PROBLEM TO WORK ON: When you have gone through the records, report how many lines include "metrics", giving the number and nothing more.
SOURCE INFORMATION section start
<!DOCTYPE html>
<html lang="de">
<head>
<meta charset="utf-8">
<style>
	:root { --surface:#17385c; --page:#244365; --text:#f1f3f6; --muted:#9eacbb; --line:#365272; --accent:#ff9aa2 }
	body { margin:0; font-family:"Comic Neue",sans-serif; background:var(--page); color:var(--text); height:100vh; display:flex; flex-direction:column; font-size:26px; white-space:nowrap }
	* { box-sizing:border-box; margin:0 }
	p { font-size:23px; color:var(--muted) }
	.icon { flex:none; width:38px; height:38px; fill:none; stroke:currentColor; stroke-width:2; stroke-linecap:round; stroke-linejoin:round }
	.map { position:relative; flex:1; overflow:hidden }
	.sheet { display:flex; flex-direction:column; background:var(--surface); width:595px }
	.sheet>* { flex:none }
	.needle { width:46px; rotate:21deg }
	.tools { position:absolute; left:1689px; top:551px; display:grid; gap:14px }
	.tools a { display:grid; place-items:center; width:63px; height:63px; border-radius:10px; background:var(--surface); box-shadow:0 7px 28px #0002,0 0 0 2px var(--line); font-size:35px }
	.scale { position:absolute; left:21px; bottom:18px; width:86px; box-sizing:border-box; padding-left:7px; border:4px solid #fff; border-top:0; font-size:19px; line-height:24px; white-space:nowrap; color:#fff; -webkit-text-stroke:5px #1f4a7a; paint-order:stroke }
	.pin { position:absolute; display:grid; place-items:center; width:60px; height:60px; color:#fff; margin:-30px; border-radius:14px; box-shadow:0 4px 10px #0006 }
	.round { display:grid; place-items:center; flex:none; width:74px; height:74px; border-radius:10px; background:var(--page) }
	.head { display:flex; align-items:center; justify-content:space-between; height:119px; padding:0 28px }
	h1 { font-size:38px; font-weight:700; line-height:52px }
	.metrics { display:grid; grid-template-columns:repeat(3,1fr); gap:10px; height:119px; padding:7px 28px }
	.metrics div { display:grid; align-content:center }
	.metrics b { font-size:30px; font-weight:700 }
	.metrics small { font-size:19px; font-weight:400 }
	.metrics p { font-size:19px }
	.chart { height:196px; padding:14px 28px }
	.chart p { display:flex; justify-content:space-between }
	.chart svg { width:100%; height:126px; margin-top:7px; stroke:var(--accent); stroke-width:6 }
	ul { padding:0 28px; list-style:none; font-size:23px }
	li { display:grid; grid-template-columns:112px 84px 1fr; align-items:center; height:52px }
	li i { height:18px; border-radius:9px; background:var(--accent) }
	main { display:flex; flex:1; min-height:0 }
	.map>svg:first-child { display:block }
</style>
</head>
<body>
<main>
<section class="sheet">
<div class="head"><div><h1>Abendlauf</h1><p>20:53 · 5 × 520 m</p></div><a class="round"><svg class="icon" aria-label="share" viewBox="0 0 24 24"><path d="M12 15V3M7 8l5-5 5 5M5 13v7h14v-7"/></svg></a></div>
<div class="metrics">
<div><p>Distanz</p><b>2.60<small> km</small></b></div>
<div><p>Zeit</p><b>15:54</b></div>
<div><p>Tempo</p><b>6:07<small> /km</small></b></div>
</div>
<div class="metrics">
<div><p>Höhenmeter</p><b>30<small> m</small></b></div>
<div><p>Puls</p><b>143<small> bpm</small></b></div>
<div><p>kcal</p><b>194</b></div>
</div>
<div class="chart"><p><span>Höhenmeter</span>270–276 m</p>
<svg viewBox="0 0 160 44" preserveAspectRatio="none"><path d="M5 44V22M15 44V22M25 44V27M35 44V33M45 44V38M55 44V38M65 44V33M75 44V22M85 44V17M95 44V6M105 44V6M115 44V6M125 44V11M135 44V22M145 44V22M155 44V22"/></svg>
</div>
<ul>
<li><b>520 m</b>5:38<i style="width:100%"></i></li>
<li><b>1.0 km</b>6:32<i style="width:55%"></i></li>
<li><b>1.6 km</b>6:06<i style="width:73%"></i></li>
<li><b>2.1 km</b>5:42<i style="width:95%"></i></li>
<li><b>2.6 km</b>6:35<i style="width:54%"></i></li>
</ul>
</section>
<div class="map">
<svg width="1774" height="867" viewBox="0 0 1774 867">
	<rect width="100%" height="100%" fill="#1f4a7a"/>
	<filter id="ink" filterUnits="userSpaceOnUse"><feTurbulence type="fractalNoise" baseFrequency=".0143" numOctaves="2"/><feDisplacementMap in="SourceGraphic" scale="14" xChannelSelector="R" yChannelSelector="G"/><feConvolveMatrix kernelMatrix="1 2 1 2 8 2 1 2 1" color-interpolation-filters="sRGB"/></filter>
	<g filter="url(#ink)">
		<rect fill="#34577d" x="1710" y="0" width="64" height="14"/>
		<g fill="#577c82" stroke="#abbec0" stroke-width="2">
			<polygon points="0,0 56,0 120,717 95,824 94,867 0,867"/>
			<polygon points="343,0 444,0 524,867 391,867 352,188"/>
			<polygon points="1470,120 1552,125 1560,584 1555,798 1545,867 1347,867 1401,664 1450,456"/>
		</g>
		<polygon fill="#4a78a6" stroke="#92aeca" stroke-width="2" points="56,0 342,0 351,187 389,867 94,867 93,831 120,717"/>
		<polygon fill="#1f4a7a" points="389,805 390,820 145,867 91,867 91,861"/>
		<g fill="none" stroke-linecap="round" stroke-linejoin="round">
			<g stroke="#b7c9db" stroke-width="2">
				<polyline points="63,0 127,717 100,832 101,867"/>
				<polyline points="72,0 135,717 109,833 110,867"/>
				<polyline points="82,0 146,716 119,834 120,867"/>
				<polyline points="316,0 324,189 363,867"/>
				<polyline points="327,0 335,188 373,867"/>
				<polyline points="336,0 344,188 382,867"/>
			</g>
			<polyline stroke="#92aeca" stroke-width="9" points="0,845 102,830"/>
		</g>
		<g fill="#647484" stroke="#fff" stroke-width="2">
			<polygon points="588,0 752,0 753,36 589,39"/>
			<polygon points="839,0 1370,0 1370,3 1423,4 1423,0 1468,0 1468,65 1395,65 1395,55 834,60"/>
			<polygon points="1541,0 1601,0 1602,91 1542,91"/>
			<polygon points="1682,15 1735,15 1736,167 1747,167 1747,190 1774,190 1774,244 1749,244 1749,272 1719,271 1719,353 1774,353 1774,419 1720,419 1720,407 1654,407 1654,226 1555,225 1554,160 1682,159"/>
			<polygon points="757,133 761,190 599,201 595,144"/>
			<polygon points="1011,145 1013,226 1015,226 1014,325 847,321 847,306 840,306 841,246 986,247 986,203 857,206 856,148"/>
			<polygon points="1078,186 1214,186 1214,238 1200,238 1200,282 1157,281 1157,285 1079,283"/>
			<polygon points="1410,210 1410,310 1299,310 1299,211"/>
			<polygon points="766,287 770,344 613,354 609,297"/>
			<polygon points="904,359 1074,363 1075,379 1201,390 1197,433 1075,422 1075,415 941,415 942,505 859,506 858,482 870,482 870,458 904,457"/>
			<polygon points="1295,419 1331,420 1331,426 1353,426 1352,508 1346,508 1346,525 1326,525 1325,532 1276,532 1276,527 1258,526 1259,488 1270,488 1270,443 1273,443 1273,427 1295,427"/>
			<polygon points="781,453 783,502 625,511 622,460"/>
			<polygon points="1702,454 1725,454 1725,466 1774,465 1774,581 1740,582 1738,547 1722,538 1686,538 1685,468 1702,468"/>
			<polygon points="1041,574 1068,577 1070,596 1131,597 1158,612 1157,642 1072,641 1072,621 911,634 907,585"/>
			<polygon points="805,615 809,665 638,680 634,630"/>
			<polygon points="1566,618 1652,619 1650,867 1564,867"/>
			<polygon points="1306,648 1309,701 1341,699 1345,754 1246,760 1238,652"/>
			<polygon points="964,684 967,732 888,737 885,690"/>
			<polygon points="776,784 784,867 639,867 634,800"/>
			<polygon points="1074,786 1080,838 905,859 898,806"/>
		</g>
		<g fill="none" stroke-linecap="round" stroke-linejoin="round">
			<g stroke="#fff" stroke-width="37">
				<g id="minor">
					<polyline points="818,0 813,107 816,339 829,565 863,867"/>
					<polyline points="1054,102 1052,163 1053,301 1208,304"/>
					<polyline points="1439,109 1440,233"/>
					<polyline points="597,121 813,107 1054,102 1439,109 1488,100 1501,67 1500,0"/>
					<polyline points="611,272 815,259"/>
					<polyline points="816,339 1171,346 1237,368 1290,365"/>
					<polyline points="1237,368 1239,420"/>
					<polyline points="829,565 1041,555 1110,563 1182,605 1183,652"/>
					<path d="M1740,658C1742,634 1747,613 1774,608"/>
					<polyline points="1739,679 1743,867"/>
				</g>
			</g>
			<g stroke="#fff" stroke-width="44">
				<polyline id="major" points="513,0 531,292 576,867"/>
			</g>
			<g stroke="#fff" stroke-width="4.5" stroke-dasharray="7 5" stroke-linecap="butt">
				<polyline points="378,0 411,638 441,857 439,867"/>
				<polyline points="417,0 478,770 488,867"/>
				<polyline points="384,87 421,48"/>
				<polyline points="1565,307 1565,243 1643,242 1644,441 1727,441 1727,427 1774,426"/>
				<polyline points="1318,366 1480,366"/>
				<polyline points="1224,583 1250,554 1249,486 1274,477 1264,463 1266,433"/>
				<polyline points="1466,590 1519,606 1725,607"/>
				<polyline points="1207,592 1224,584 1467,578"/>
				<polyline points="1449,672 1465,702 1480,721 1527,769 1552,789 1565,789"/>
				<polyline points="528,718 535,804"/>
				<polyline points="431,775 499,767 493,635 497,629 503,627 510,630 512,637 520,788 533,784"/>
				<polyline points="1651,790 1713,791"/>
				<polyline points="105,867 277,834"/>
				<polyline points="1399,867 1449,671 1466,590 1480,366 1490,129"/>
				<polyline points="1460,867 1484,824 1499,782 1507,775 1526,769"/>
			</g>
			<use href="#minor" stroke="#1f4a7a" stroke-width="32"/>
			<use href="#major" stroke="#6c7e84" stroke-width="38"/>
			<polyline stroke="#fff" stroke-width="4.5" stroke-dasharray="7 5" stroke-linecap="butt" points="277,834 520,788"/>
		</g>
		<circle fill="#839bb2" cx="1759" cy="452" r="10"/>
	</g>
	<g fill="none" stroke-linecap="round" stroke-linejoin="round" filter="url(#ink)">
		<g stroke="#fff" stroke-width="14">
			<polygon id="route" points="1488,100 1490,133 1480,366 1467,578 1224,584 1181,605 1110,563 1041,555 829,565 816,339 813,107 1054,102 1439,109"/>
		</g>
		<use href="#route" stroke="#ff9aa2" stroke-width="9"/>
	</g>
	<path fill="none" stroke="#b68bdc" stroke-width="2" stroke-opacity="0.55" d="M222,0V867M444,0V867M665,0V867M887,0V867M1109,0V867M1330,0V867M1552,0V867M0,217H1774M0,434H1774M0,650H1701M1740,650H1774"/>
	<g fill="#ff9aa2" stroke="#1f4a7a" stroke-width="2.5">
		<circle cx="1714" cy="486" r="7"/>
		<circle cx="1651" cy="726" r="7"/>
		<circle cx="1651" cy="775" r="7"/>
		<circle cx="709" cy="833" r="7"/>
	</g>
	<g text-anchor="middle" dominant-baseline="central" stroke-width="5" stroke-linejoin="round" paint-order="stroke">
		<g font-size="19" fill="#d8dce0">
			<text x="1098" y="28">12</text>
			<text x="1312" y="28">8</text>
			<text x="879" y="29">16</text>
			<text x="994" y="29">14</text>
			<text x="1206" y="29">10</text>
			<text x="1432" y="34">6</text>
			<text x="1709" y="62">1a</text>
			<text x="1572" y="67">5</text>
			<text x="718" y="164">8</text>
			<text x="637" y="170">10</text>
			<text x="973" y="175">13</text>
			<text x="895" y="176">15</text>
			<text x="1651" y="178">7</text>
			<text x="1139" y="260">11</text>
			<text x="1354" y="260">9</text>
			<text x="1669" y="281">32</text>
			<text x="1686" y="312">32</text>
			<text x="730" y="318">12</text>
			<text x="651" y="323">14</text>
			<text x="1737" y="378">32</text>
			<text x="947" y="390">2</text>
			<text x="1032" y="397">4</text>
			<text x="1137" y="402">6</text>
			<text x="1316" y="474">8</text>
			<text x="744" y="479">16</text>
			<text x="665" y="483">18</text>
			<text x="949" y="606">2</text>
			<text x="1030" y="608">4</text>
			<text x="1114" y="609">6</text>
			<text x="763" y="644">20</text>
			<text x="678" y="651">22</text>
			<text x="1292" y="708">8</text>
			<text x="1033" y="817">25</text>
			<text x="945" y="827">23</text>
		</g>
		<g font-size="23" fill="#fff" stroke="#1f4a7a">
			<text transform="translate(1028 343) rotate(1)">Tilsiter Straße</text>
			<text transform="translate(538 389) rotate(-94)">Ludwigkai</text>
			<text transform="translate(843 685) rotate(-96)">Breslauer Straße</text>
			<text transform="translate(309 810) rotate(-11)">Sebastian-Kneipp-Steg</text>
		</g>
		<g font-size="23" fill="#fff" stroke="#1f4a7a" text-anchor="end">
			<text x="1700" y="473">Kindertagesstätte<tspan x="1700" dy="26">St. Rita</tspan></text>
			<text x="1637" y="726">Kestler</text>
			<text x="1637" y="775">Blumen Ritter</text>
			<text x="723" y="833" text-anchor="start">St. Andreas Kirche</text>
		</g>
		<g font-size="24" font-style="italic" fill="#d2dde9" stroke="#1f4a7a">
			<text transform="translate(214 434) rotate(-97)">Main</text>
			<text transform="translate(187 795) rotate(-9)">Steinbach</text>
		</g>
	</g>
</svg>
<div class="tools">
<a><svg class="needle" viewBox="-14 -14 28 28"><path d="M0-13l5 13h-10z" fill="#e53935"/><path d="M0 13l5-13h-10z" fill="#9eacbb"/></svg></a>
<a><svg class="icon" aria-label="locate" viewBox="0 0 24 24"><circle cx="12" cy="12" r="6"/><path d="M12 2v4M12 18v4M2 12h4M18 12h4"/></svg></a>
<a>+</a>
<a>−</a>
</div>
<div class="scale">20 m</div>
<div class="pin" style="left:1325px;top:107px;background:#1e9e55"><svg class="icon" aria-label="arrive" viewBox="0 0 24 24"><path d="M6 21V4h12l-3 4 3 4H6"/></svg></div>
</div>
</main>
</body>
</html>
SOURCE INFORMATION section end
YOUR RESPONSE: 7